** Dataset follows **
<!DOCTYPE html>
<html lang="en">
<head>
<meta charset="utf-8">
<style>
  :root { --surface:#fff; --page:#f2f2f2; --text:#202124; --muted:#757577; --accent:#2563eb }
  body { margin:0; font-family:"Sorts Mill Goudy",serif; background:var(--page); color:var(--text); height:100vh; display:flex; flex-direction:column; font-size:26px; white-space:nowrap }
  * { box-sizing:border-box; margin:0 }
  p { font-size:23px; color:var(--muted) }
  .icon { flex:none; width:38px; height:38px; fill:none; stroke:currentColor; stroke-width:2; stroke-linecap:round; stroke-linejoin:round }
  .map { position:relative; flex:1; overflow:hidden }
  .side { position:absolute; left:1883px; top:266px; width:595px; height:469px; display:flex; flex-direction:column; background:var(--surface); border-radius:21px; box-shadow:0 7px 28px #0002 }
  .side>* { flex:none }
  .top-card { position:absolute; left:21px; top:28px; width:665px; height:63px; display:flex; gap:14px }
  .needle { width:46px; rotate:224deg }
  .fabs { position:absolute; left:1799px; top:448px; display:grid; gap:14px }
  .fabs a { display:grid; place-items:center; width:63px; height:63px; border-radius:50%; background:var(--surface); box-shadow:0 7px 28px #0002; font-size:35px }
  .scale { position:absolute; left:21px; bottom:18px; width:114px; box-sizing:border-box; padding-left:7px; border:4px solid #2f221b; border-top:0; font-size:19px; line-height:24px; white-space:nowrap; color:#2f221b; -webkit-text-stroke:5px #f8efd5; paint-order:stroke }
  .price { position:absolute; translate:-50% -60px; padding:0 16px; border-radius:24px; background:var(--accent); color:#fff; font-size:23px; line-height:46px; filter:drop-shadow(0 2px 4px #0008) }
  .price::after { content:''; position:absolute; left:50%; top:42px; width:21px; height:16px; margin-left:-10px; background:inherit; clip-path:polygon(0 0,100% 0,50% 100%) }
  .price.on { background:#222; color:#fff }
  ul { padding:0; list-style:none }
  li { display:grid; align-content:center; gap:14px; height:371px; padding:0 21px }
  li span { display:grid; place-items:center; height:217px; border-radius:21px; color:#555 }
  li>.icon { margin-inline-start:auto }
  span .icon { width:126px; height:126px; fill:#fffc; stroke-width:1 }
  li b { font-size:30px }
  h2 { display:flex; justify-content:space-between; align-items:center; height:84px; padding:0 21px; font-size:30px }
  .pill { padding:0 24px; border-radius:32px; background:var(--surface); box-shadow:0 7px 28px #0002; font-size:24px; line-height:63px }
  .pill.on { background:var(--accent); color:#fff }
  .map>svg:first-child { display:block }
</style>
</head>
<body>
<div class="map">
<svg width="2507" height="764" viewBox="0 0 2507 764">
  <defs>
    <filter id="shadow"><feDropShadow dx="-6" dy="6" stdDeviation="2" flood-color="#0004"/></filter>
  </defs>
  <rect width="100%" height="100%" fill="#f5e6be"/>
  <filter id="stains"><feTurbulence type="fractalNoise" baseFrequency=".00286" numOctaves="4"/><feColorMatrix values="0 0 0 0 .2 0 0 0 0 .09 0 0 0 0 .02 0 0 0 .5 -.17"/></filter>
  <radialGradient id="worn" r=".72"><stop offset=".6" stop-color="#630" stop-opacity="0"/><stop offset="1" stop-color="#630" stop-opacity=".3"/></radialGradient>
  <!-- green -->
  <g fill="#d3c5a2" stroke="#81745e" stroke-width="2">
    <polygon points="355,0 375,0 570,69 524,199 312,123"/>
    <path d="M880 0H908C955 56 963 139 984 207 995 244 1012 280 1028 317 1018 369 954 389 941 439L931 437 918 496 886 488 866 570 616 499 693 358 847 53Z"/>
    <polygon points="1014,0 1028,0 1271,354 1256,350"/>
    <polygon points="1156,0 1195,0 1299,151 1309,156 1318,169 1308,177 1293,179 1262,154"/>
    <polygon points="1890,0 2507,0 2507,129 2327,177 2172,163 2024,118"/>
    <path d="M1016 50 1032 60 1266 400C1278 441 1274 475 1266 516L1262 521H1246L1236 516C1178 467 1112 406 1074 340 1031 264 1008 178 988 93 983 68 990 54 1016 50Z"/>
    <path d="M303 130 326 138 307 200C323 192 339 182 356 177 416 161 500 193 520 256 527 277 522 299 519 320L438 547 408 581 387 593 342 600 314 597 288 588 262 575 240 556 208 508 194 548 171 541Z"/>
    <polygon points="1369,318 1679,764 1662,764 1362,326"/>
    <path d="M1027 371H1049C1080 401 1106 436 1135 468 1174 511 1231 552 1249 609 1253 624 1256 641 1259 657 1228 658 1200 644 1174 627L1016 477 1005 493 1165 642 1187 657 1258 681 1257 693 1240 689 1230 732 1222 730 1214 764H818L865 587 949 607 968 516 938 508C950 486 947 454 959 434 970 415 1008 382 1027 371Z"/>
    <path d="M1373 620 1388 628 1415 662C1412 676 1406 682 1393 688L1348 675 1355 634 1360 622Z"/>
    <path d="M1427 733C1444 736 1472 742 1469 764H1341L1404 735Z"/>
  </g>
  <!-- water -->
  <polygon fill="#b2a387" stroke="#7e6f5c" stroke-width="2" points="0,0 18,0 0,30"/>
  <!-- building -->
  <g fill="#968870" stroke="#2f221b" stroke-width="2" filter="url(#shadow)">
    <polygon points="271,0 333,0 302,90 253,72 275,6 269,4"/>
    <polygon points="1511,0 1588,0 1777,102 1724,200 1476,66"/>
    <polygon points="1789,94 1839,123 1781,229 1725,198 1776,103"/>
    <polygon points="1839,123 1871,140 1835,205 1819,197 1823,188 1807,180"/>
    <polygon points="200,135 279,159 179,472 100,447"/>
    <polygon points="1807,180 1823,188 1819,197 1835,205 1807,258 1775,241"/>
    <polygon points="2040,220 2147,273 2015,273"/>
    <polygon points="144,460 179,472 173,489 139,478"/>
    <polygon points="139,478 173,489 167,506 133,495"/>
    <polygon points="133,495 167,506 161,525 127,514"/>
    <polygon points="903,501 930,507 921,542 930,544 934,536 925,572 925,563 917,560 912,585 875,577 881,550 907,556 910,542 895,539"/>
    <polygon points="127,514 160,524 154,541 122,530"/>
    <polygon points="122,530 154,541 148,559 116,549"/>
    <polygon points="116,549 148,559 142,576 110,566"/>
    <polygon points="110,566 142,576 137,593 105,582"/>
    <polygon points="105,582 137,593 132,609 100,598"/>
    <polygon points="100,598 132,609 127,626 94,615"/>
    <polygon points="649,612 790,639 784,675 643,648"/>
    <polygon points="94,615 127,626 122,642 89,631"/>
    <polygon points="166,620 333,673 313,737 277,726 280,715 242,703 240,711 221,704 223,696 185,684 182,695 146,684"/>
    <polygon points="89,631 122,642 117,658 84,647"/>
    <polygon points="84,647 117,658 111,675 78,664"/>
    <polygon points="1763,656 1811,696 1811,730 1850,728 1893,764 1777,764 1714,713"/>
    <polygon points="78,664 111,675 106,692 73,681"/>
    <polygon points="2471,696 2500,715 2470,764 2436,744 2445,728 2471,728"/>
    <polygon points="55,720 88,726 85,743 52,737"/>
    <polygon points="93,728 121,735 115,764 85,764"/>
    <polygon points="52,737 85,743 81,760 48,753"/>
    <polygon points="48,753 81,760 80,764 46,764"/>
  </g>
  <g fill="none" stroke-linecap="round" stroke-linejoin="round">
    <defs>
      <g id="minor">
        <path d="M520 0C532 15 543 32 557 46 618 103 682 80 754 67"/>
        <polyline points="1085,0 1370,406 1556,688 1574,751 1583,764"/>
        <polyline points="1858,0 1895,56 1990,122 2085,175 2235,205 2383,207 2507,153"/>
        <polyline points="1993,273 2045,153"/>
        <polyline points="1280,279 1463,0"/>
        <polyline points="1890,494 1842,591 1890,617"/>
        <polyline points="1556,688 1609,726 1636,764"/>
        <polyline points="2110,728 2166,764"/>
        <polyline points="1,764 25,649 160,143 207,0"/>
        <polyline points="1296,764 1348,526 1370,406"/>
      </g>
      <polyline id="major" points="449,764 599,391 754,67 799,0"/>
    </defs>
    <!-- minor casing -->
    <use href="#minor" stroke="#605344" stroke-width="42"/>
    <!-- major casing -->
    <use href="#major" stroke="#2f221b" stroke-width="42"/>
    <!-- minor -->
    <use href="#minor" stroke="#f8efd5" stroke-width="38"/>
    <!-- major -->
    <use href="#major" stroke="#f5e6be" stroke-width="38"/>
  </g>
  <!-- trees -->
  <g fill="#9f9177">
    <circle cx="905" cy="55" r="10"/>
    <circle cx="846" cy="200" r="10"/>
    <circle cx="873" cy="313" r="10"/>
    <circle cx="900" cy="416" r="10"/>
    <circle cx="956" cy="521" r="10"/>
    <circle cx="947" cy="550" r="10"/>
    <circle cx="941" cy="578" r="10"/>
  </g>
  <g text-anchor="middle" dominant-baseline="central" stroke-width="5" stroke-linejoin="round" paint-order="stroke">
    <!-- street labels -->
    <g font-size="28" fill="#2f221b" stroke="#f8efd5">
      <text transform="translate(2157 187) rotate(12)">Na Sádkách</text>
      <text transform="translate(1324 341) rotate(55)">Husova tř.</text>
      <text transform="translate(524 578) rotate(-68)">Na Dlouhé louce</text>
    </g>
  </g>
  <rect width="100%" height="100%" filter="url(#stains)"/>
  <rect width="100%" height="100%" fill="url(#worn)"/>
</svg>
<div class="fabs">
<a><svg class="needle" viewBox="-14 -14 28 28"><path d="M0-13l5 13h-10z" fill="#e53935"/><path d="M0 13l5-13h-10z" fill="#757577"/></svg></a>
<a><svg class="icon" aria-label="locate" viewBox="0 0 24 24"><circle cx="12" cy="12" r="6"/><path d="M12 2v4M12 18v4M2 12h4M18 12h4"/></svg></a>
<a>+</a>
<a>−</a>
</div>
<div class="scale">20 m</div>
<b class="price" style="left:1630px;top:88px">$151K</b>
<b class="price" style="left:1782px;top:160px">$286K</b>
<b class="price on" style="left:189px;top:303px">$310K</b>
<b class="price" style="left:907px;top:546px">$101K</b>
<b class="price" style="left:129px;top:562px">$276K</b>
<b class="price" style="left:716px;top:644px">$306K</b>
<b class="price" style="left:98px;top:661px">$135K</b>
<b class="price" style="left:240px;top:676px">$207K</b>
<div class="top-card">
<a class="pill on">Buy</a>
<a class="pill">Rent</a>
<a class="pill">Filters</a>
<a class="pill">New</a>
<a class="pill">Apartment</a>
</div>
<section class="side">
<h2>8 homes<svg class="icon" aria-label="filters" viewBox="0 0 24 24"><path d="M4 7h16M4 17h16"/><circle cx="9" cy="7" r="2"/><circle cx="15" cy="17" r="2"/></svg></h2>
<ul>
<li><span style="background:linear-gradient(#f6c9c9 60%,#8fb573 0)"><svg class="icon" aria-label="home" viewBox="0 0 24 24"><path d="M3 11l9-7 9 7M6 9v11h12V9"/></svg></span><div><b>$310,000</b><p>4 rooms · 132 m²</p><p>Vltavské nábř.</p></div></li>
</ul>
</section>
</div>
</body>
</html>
** End of Dataset **
## Your objective
From the entries above, copy every line that holds the word "linecap".

## Answer space
  .icon { flex:none; width:38px; height:38px; fill:none; stroke:currentColor; stroke-width:2; stroke-linecap:round; stroke-linejoin:round }
  <g fill="none" stroke-linecap="round" stroke-linejoin="round">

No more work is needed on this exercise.